Rule 2: EN54 trumps everything else
EN54 is purely concerned with the quality standards for fire alarms. It does not make an exception for whether a project is temporary, for example, a construction site, or a permanent structure such as a completed building. And quite rightly, because a fire alarm is indeed a fire alarm whatever kind of facility it is installed in – the safety of personnel on a construction site is no different to people who occupy a completed building. Just remember that next time someone tries to tell you that EN54 does not apply to a construction site!
Rule 3: A fire alarm should be CE marked
If the fire alarm system you are thinking of specifying for a construction site has been tested to EN54 by a notified body you’ll see a four digit test centre number after the CE mark. To be absolutely sure, ask your supplier for their Declaration of Performance certificate. If the certificate you are presented simply relates to an individual component part within a larger unit, it does not follow that the whole unit meets EN54 requirements.
To comply with EN54, the complete unit – for example, the entire heat detection unit, not just the detector head – and every unit in the system including the base station, fire point or smoke and heat detection unit – should all have been tested to the relevant part of EN54.
Rule 4: Technology can be more predictable in a crisis
Relying on human response alone has its limitations; people often don’t react well in stressful situations such as an emergency evacuation, and there’s the added concern of what would happen if a fire started while no one was on site. Plus, hand bells, whistles and other manual systems, which are still used, are unlikely to be loud enough for everyone to hear, especially on larger sites.

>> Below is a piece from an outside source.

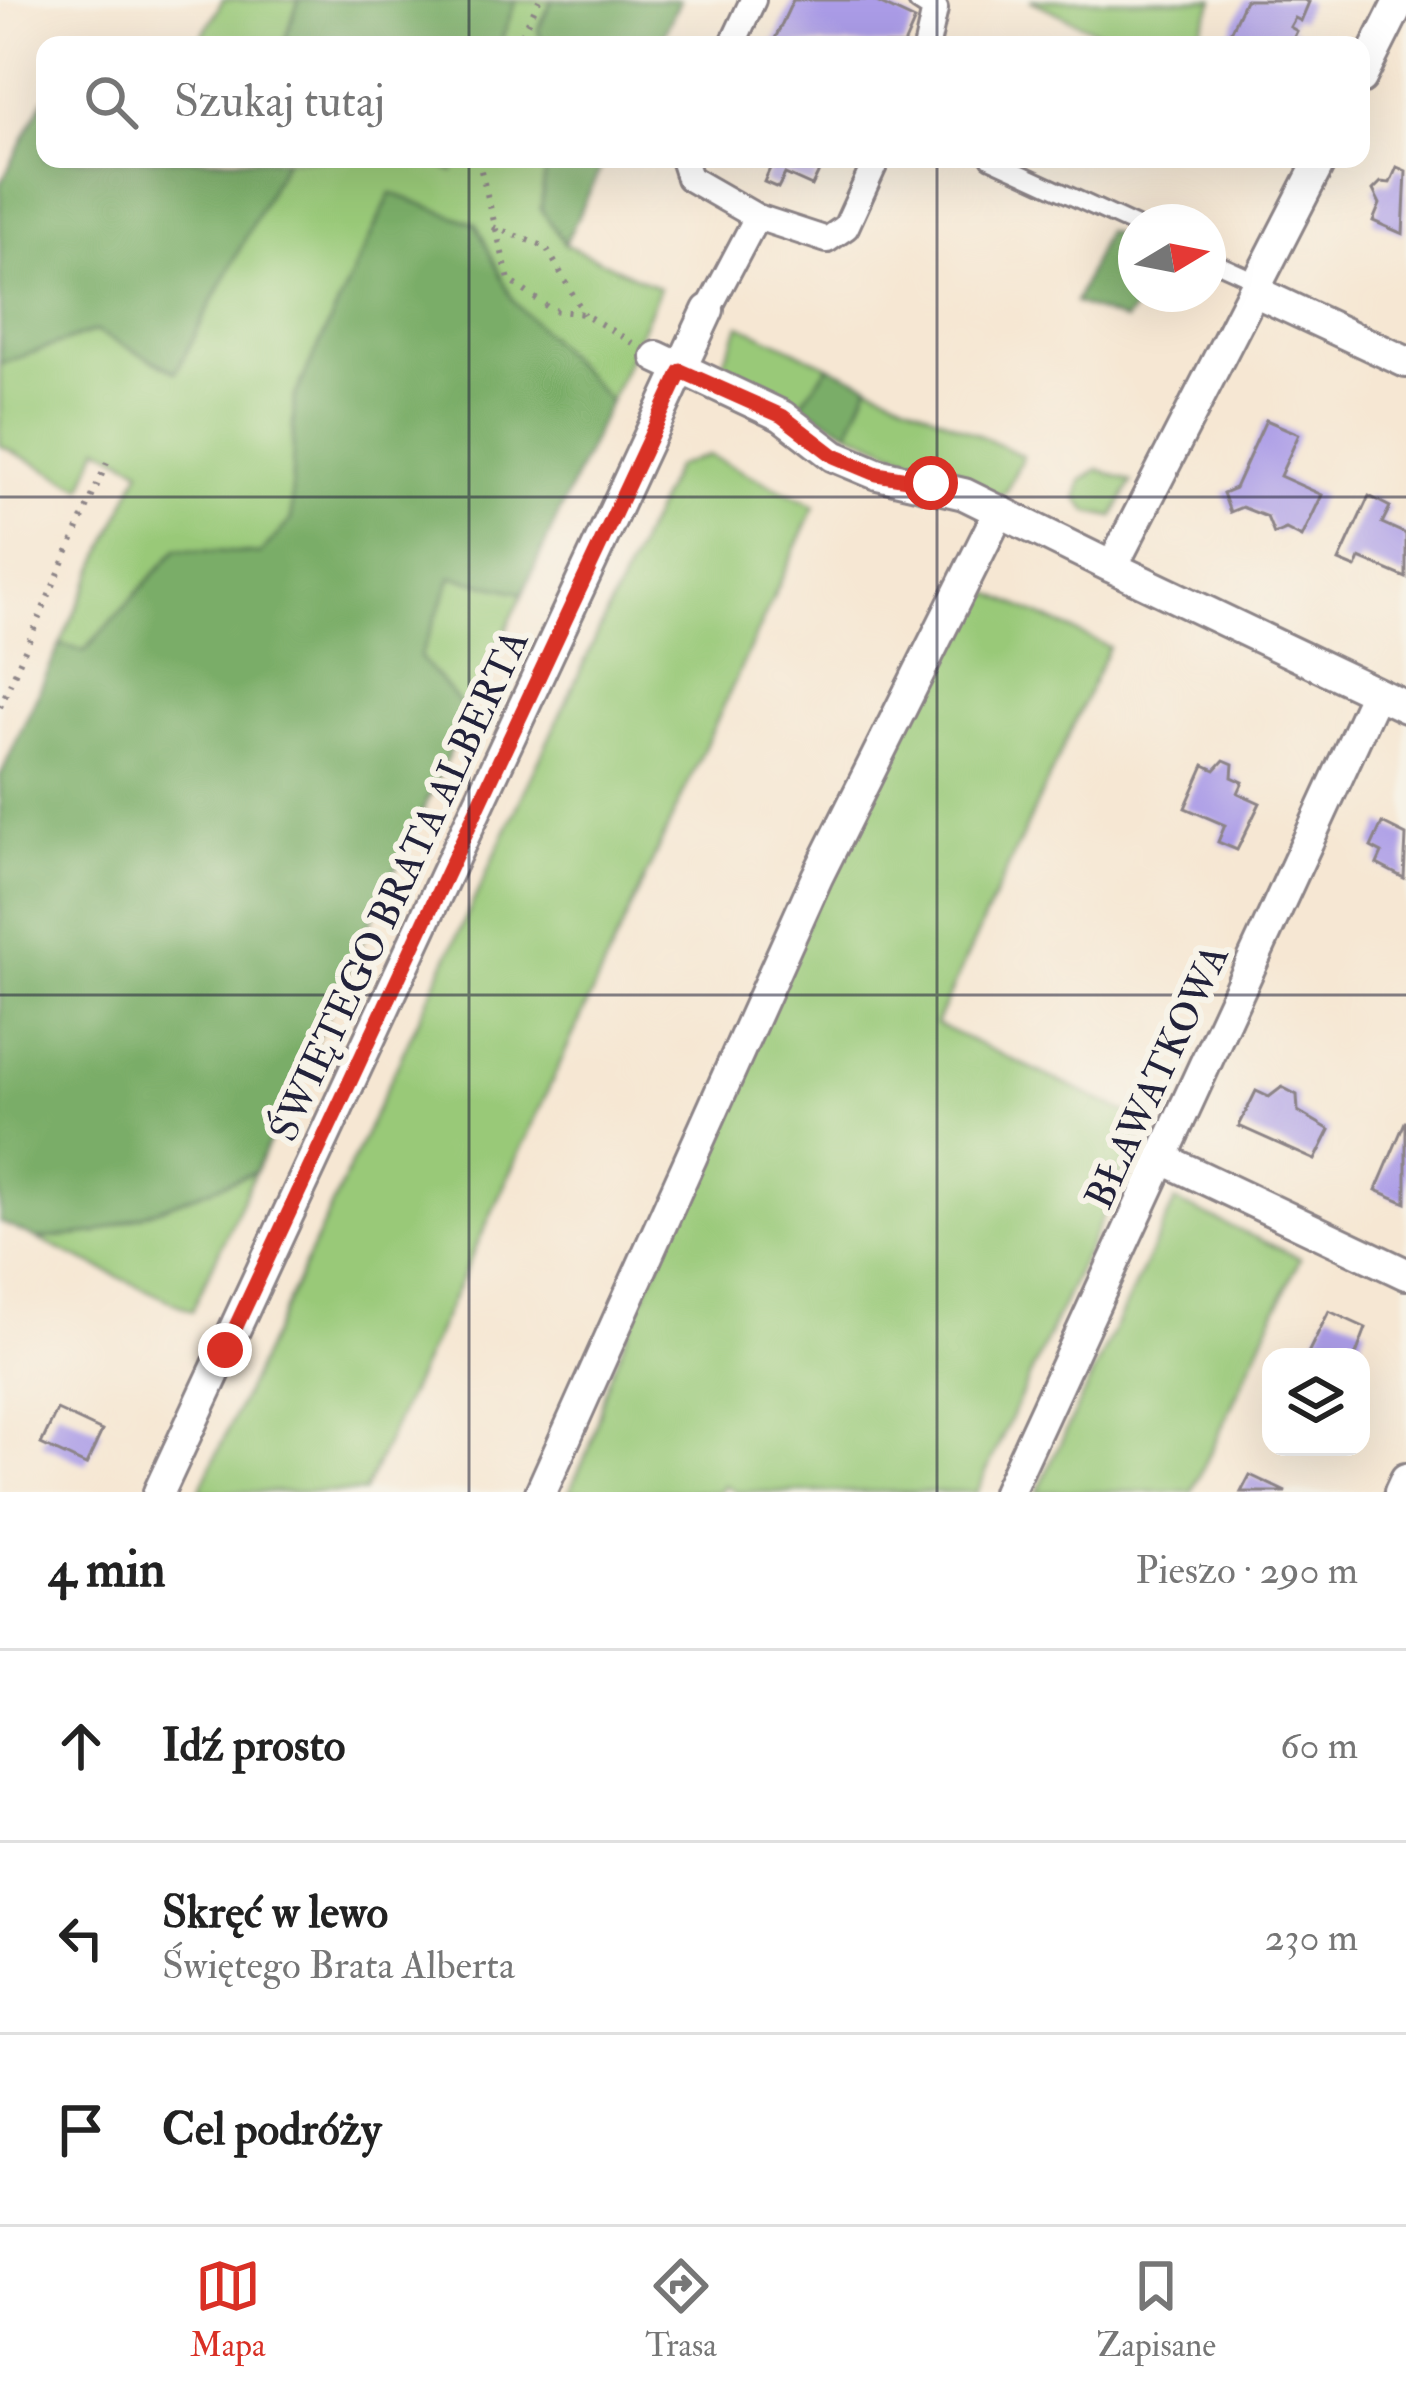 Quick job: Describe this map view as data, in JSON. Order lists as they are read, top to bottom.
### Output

Investing in a technology-based fire alarm system removes this uncertainty and sends a clear message that you place the safety of personnel, visitors and people in nearby buildings above all else.
Rule 5: Wireless beats wired
The very nature of construction sites means they’re constantly changing. This creates an added challenge for fire safety, although this can be overcome if you specify a wireless fire alarm system. This enables the heat and smoke detection units to be easily moved as your site progresses; work can continue as planned without being held back as you wait for an electrician to reposition the electrical cabling (as would be needed on a wired system).
What’s more, the wireless frequency is capable of passing through all solid materials typically found on a building site. This way you know everyone will be alerted, regardless of where they’re working. Plus, there are wireless systems available with a three year battery life to reduce maintenance. Do make sure, though, that the system you’re considering uses highest specification Category 1 wireless equipment.
A wireless fire alarm system comprises manual call points that are installed on site in accordance with the project’s Fire Plan. These call points are interlinked, which means that all areas receive the same audible and visual alert signal even if the fire is contained to just one of them. The alarm can be manually triggered by personnel from any call point. Where heat or smoke detectors are incorporated into the wireless system, it provides automatic cover 24/7, ensuring that the site is protected even when personnel are not present.
Fire can cost lives and results in extensive damage to assets and nearby buildings. Wireless fire alarm systems offer greater flexibility, ensure emergency services are alerted at the earliest opportunity and are therefore an effective method of ensuring safety on site.
I hope that these tips help when choosing an effective and fully compliant fire alarm system for your next construction project.